Ops notifications

From Wikitech

The operations team provides notification of maintenance or upgrades being done, emergency outages, and day to day work. Below is a summary of the different means in use by ops.


Primary channel -- #wikimedia-operations connect
Use: day to day work and discussions go on here. Updates to the sysadmin log are done from here.
Secondary channel -- #wikimedia-tech connect
Use: during an outage, someone is usually monitoring and providing updates to this channel, while watching for reports of problems.
For sensitive matters that involve possible security or privacy issues, discussion is carried out elsewhere, for obvious reasons.

Server Admin Log (SAL)

Use: powercycling machines, restart of services, upgrades or configuration changes etc. are logged to the Server Admin Log. During long outages brief status updates will be provided here as well.

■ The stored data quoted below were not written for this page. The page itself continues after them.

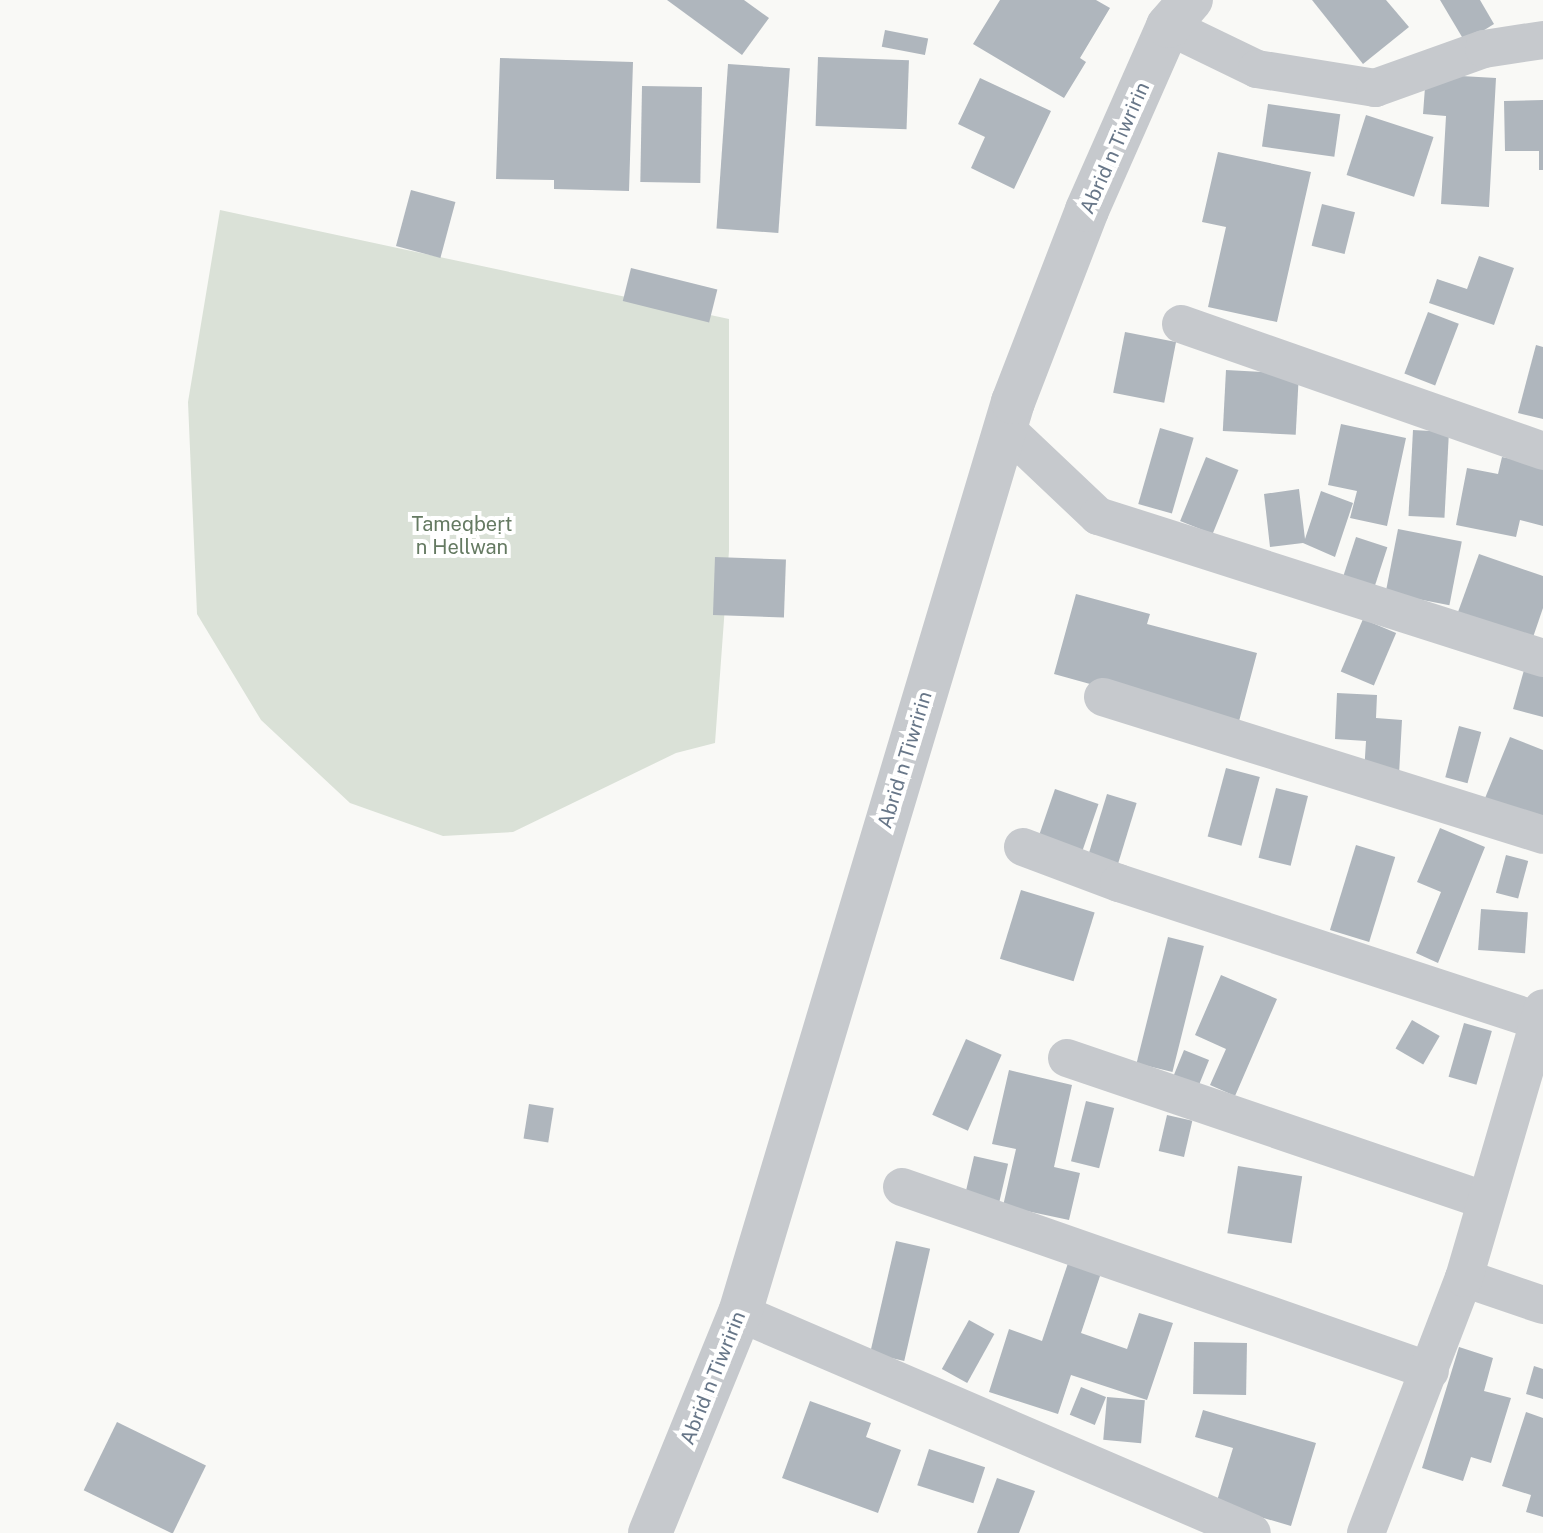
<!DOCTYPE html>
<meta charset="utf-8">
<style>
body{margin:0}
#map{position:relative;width:1543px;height:1533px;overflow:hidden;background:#f9f9f6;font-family:"Public Sans",sans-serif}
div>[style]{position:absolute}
.green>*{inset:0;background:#dae1d7}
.building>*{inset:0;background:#afb6bd;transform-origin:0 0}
.minor>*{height:38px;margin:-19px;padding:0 19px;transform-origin:19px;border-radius:19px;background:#c6c9cd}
.tertiary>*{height:44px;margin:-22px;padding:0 22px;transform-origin:22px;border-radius:22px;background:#c6c9cd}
span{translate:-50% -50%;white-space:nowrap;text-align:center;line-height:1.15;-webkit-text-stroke:8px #fff;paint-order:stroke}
.street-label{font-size:20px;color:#677688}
.park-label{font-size:20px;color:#657a62}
</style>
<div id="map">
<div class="green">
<i style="clip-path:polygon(220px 210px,729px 319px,729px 551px,715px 743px,676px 753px,513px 832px,443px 836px,350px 803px,261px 720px,197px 614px,188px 402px)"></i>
</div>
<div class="building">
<i style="clip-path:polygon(667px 0,744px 0,769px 18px,742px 55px)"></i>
<i style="clip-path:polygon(1000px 0,1096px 0,1110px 8px,1080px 58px,1086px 62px,1064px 98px,973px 44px)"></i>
<i style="clip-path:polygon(1312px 0,1386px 0,1409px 27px,1363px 64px)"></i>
<i style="clip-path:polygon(1440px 0,1480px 0,1494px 24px,1465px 42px)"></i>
<i style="left:885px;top:30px;width:44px;height:17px;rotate:11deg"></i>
<i style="left:818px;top:57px;width:91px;height:69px;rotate:2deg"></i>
<i style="clip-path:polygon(500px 58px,633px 62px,629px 191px,554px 189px,554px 180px,496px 179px)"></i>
<i style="left:728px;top:64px;width:62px;height:165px;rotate:4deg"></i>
<i style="clip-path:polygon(1426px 74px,1496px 78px,1489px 207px,1441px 204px,1446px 116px,1423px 114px)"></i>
<i style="clip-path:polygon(980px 78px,1051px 111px,1014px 189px,971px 168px,985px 137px,958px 124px)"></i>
<i style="left:642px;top:86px;width:60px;height:96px;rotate:1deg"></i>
<i style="clip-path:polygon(1543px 100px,1543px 170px,1539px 170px,1539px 151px,1505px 151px,1504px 101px)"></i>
<i style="left:1268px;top:104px;width:73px;height:43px;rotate:8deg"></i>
<i style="left:1366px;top:115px;width:71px;height:63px;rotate:18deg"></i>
<i style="clip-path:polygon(1218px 152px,1311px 172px,1277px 322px,1208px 307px,1226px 227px,1202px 222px)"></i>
<i style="left:411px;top:190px;width:46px;height:58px;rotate:15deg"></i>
<i style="left:1322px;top:204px;width:34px;height:43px;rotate:14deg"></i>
<i style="clip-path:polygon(1479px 256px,1514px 268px,1494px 325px,1429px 303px,1437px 279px,1467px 289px)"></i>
<i style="left:631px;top:268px;width:89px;height:34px;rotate:14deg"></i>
<i style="left:1428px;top:312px;width:33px;height:66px;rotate:21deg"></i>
<i style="left:1125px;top:332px;width:52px;height:62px;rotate:11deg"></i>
<i style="clip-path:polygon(1536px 345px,1543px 347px,1543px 419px,1518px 413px)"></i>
<i style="left:1226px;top:370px;width:73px;height:61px;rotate:3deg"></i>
<i style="clip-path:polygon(1341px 424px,1406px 438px,1387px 526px,1350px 518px,1357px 491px,1328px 485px)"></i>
<i style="left:1160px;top:428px;width:35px;height:79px;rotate:16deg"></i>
<i style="left:1413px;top:430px;width:36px;height:86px;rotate:3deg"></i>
<i style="left:1206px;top:457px;width:35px;height:69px;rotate:22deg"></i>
<i style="clip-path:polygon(1502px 457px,1543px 465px,1543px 526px,1520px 520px,1516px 537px,1456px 525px,1467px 468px,1498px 474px)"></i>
<i style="clip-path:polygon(1299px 489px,1305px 539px,1321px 491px,1353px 503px,1335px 557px,1303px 543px,1270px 547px,1264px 494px)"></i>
<i style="left:1398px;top:529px;width:65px;height:65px;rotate:11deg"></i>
<i style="left:1356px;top:537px;width:33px;height:42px;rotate:18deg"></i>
<i style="clip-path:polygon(1479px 554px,1543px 576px,1543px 608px,1529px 649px,1454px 623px)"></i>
<i style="left:715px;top:557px;width:71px;height:58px;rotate:2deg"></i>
<i style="clip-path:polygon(1076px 594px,1150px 614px,1147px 624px,1257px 653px,1238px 725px,1054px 674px)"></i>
<i style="left:1363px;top:619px;width:36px;height:57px;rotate:23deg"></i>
<i style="clip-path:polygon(1526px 663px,1543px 668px,1543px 717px,1513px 709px)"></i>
<i style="clip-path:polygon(1337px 693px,1377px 695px,1376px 718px,1402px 720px,1399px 775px,1364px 773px,1366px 741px,1335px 739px)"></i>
<i style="left:1459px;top:726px;width:23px;height:53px;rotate:15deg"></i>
<i style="clip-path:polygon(1510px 737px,1543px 750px,1543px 832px,1481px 808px)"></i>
<i style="left:1226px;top:768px;width:35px;height:71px;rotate:15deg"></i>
<i style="left:1276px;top:788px;width:33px;height:72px;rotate:14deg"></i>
<i style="left:1055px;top:789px;width:46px;height:52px;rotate:19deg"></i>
<i style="left:1107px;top:794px;width:31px;height:68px;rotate:17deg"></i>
<i style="clip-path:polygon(1440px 828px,1485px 847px,1438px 963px,1416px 953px,1441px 892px,1417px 882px)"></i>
<i style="left:1356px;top:845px;width:41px;height:89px;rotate:17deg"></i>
<i style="left:1506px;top:855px;width:23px;height:39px;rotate:15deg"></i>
<i style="left:1021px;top:890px;width:77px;height:72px;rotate:17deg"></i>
<i style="left:1481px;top:909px;width:47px;height:41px;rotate:4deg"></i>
<i style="left:1168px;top:937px;width:37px;height:130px;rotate:14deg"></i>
<i style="clip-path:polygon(1221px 975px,1277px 999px,1235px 1096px,1210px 1085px,1226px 1049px,1195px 1035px)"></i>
<i style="left:1412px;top:1020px;width:32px;height:33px;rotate:30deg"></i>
<i style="left:1464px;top:1023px;width:29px;height:56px;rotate:16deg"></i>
<i style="left:966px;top:1039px;width:39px;height:83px;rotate:24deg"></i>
<i style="left:1184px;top:1050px;width:27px;height:38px;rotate:22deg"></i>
<i style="clip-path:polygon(1009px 1070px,1072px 1085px,1054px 1167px,1080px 1173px,1069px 1220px,1003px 1206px,1016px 1149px,992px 1144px)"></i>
<i style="left:1086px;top:1101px;width:29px;height:62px;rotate:14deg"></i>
<i style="left:529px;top:1104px;width:25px;height:35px;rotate:9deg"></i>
<i style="left:1167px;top:1115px;width:26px;height:37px;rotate:13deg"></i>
<i style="left:974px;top:1156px;width:35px;height:42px;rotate:13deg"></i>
<i style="left:1238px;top:1166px;width:65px;height:68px;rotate:9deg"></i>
<i style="left:896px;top:1241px;width:35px;height:115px;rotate:13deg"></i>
<i style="clip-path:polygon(1068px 1263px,1101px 1273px,1081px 1333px,1127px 1349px,1139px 1313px,1173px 1323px,1147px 1400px,1071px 1375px,1058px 1414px,989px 1392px,1009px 1329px,1042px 1341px)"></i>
<i style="left:969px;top:1320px;width:29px;height:56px;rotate:29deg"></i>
<i style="left:1194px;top:1342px;width:53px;height:52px;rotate:1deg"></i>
<i style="clip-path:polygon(1459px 1347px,1493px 1358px,1484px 1391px,1511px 1398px,1491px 1463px,1471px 1457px,1463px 1481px,1422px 1468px)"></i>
<i style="clip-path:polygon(1534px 1366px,1543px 1369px,1543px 1399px,1526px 1394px)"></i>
<i style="left:1081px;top:1387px;width:27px;height:30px;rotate:22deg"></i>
<i style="left:1107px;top:1397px;width:38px;height:43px;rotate:5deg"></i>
<i style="clip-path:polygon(810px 1401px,871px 1423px,866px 1437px,901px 1450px,878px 1513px,782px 1478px)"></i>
<i style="clip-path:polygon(1203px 1410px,1316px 1443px,1291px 1526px,1216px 1504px,1233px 1448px,1195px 1437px)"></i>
<i style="clip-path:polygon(1526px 1412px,1543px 1418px,1543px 1517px,1526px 1512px,1531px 1495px,1502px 1486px)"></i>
<i style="left:117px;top:1422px;width:99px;height:76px;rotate:26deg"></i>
<i style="left:929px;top:1449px;width:59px;height:38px;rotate:18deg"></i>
<i style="clip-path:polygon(997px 1478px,1035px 1491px,1019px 1533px,977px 1533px)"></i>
</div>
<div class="minor">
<i style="left:1168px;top:26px;width:99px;rotate:25.8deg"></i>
<i style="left:1257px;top:69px;width:120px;rotate:9.1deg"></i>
<i style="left:1375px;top:88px;width:116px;rotate:-19.7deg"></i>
<i style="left:1484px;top:49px;width:60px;rotate:-8.7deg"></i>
<i style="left:1181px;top:324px;width:384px;rotate:19.3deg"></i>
<i style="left:1005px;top:428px;width:128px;rotate:43.4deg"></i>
<i style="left:1098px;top:516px;width:467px;rotate:17.7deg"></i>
<i style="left:1103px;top:697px;width:461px;rotate:17.4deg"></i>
<i style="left:1023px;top:847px;width:103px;rotate:20.6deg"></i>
<i style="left:1119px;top:883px;width:446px;rotate:18.2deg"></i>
<i style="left:1067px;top:1058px;width:441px;rotate:18.8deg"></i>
<i style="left:902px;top:1187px;width:559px;rotate:19.21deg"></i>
<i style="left:1464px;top:1278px;width:83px;rotate:18.9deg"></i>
<i style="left:740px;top:1313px;width:557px;rotate:23.25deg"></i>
<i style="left:1366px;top:1533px;width:273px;rotate:-69deg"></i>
<i style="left:1464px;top:1278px;width:281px;rotate:-73.7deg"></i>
</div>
<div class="tertiary">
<i style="left:650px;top:1533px;width:238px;rotate:-67.8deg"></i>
<i style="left:740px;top:1313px;width:951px;rotate:-73.32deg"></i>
<i style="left:1013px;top:402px;width:206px;rotate:-68.9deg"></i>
<i style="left:1087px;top:210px;width:201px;rotate:-66.2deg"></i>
<i style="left:1168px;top:26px;width:35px;rotate:-49deg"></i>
</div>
<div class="street-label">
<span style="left:1115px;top:148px;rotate:-66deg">Abrid n Tiwririn</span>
<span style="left:905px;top:760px;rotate:-73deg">Abrid n Tiwririn</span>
<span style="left:713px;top:1378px;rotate:-68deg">Abrid n Tiwririn</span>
</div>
<div class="park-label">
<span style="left:462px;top:536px">Tameqbeṛt<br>n Hellwan</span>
</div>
</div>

Everything posted to the Server Admin Log by stashbot is also automatically mirrored to the Twitter account @wikimedia_sal.


Outage post-mortems are published on-wiki as incident reports.


When bugs involving operational issues are opened, followup will be done here (publicly available at Phabricator)


There is no single public email mechanism currently in use for updates during site outages or after recovery. (Should there be, or do the above cover us?)


You can look at Gerrit changes and see what has been merged in ops-related projects, f.e. operations/puppet and other operations/* repositories.